18 mars, 2015

Royaume-Uni : mise en garde contre des procédures de fin de vie aux mêmes failles que la loi Leonetti-Claeys

Alors que l’Assemblée nationale vient d’adopter la loi Leonetti-Claeys sur la fin de vie à une majorité écrasante, le Royaume-Uni envisage des mesures qui ne sont pas sans points de similitude – et qui a soulevé des critiques que la France ferait bien d’écouter. Le projet présenté par la commission spéciale de la Chambre des communes propose en effet de mettre en place une base de données où chaque personne pourrait faire savoir sa préférence, en cas de besoin : mourir à l’hôpital, ou mourir chez soi.
L’idée d’une telle « liste de la mort » a germé face au constat que – selon des enquêtes – les deux tiers des Britanniques préféreraient passer leurs derniers jours dans leur environnement familier, mais la moitié d’entre eux meurent à l’hôpital. L’enregistrement de leurs souhaits permettraient d’éviter au moins une partie de ces situations.
Le problème, c’est évidemment de savoir à quel moment il faut renvoyer un patient à la maison, ou renoncer à l’hospitaliser. Toutes proportions gardées, le scénario est celui de l’« obstination déraisonnable » inventé dans le cadre des lois Leonetti : il s’agit de prévoir assez finement le moment probable du décès, d’une part, et de déterminer à partir de quand on cesse de prodiguer des soins lourds, disponibles uniquement à l’hôpital.
Pour le neurologue et professeur de médecine Patrick Pullicino, les mesures envisagées présentent la même « faille centrale » que le protocole de Liverpool : le Liverpool Care Pathway qui permettait de mettre en place une sédation « terminale » ou « palliative » pour les personnes dont la mort était imminente. Ce protocole permettait de mettre en place une « sédation profonde » associée à l’arrêt de la nourriture et de l’hydratation dès lors qu’il était jugé conforme à l’intérêt du patient en raison de sa mort imminente ou de ses souffrances.
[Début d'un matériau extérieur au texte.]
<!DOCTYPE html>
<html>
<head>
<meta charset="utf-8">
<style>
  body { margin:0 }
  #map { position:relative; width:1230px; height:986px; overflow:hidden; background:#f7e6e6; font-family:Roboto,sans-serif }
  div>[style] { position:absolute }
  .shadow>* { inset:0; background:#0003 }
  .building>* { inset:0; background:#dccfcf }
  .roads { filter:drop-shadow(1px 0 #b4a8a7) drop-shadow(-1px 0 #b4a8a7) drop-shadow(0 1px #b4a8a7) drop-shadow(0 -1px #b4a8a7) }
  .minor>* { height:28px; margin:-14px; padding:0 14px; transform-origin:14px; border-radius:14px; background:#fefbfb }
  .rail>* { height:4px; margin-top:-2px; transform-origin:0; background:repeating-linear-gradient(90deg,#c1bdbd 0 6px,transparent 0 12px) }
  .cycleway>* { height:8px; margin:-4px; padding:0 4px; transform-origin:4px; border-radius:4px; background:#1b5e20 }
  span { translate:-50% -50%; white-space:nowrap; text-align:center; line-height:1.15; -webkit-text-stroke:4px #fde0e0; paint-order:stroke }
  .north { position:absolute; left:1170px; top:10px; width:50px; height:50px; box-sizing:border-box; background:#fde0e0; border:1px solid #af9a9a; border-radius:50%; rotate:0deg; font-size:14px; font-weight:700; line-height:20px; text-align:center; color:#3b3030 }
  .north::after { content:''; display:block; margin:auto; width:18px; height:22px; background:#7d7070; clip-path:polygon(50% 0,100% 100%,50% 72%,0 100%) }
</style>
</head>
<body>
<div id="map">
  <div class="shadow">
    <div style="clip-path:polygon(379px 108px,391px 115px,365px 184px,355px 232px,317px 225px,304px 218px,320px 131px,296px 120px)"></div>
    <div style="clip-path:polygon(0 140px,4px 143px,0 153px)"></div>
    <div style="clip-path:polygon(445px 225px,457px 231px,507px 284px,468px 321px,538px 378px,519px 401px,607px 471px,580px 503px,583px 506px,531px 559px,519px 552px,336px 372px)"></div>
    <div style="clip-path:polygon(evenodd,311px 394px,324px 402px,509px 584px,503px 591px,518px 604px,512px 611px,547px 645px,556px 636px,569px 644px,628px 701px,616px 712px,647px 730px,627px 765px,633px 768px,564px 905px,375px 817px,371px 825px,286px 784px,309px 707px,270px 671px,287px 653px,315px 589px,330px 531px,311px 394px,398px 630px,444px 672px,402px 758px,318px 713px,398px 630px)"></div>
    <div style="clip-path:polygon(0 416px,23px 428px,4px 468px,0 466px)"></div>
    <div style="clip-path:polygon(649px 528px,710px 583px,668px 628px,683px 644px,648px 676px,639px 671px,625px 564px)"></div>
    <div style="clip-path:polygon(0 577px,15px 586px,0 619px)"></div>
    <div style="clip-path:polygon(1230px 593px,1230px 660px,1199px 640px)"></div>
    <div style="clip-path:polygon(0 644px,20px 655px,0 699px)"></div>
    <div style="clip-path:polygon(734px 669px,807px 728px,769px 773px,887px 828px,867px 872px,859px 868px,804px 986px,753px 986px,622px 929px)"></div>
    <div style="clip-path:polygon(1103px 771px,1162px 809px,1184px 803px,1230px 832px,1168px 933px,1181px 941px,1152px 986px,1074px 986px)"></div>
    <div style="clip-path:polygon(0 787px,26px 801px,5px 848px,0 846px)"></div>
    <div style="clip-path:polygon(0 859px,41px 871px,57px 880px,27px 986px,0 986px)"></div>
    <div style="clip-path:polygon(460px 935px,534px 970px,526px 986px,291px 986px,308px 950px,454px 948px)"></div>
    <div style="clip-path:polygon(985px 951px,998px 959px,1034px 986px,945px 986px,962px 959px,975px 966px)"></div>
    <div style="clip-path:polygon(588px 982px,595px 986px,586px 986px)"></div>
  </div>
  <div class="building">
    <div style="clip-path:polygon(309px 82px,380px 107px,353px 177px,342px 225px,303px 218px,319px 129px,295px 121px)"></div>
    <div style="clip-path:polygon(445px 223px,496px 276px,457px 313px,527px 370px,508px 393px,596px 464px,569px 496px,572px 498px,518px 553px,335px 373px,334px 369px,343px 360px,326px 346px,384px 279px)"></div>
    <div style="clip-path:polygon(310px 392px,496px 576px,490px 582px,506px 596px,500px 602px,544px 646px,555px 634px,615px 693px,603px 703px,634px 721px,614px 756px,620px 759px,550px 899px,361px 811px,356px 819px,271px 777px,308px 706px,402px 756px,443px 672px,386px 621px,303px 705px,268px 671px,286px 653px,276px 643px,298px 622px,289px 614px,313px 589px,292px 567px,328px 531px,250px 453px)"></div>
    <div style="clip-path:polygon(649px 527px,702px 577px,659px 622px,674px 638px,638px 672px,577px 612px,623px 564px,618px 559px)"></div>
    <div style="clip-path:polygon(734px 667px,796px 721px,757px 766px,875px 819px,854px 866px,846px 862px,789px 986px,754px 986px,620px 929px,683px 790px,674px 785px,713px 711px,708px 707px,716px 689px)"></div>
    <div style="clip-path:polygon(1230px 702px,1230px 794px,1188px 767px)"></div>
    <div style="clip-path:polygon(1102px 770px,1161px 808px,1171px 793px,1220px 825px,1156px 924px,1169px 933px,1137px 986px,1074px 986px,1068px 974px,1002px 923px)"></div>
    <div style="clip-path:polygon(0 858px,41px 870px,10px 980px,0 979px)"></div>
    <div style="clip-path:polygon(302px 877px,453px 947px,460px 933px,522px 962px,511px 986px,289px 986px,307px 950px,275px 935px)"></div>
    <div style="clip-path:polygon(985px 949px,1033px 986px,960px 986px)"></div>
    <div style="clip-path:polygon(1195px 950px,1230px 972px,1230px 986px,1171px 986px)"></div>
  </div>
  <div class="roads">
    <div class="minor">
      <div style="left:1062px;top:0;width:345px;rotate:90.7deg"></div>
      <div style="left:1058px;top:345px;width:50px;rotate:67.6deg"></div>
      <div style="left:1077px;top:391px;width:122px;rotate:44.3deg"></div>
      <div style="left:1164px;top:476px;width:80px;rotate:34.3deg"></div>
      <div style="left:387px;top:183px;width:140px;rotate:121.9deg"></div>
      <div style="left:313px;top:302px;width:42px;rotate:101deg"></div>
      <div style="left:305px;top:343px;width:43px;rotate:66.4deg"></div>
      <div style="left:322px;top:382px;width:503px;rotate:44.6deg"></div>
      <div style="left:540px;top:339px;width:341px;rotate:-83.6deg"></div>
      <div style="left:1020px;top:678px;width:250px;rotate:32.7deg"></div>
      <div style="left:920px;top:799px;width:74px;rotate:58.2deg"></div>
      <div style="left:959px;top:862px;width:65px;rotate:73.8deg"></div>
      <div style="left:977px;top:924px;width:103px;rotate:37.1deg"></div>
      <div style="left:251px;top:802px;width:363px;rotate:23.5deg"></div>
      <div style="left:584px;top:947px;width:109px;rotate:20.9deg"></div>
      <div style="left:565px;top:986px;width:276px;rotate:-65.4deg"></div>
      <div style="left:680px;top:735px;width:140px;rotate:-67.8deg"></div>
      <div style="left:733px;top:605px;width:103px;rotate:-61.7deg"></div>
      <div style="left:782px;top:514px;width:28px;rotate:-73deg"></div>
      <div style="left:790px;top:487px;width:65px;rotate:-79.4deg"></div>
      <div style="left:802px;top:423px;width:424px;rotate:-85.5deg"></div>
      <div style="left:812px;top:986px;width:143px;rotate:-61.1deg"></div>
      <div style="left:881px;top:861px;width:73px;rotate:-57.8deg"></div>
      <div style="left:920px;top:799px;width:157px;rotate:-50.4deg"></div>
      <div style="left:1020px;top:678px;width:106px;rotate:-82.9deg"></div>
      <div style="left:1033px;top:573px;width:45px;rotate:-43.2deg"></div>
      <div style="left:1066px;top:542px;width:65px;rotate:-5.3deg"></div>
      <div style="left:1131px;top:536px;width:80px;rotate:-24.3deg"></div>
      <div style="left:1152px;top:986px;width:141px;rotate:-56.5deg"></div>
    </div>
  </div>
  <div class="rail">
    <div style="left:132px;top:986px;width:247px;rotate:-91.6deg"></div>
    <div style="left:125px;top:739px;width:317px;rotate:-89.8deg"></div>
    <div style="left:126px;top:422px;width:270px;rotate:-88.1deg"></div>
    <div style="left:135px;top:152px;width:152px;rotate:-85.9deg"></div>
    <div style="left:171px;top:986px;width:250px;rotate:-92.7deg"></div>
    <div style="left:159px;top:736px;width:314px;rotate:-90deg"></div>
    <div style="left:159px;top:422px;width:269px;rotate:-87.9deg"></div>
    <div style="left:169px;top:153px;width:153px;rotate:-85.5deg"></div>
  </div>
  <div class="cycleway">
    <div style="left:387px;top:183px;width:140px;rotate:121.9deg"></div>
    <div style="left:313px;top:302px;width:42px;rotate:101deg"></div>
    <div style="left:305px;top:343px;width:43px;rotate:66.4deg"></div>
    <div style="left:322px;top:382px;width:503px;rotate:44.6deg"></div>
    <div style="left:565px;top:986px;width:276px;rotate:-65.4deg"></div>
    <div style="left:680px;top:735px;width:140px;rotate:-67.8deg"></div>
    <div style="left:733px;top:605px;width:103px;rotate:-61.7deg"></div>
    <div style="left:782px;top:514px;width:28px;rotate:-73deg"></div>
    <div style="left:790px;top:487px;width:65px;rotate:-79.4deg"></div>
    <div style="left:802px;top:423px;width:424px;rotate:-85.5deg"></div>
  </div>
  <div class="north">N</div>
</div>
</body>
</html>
On retrouve ici la même procédure médicale que celle de la loi Leonetti-Claeys, seule la prise de décision était différente puisque le corps médical pouvait imposer le protocole d’autorité, alors que la loi en voie d’adoption définitive en France prévoit que le patient lui-même puisse décider de manière contraignante une telle sédation, que ce soit au moment de la mettre en place ou par le biais de directives anticipées.
Et si j’en parle à l’imparfait, c’est que le Royaume-Uni a banni le protocole du Liverpool Care Pathway, après qu’une enquête parlementaire eut constaté de nombreux abus. Ainsi constatait-elle une insuffisance de la prise en compte de symptômes, et des recours systématiques et sans humanité, souvent sans concertation avec la famille, à des techniques qui entraînent la mort en 29 heures, en moyenne. Parmi les cas d’abus de cette procédure qui constitue alors une « euthanasie lente », il y avait ceux des deux parents d’une des membres de la commission d’enquête, Fiona Bruce. Sa mère était morte de déshydratation, dans d’affreuses souffrances, et elle avait pu faire réalimenter son père qui, six mois plus tard, était bien soigné, mangeant avec appétit et heureux de voir sa famille…
L’enquête avait fait suite à une campagne menée par des tabloïdes conservateurs, comme le Daily Mail, révélant les plaintes des familles comptant un proche mis sous sédation à l’aide d’un « gourdin chimique », puis tué par retrait de toute nourriture et hydratation.
Le nouveau plan ne vaut guère mieux, selon le Pr Pullicino. Ceux qui annoncent vouloir mourir à domicile pourrait se voir refuser des traitements nécessaires : c’est le premier des « énormes risques » que comporte une consignation des souhaits de fin de vie des patients, a-t-il souligné.
Il a également noté combien il est difficile de prédire la mort : malgré cela la question du diagnostic de la « mort imminente » n’est même pas évoquée dans la liste des « priorités » qui accompagne le rapport et ne se fonde sur aucune donnée objective. Le danger est particulièrement important, a-t-il souligné, s’agissant des personnes démentes.
On retrouve ce même flou dans la loi Leonetti-Claeys.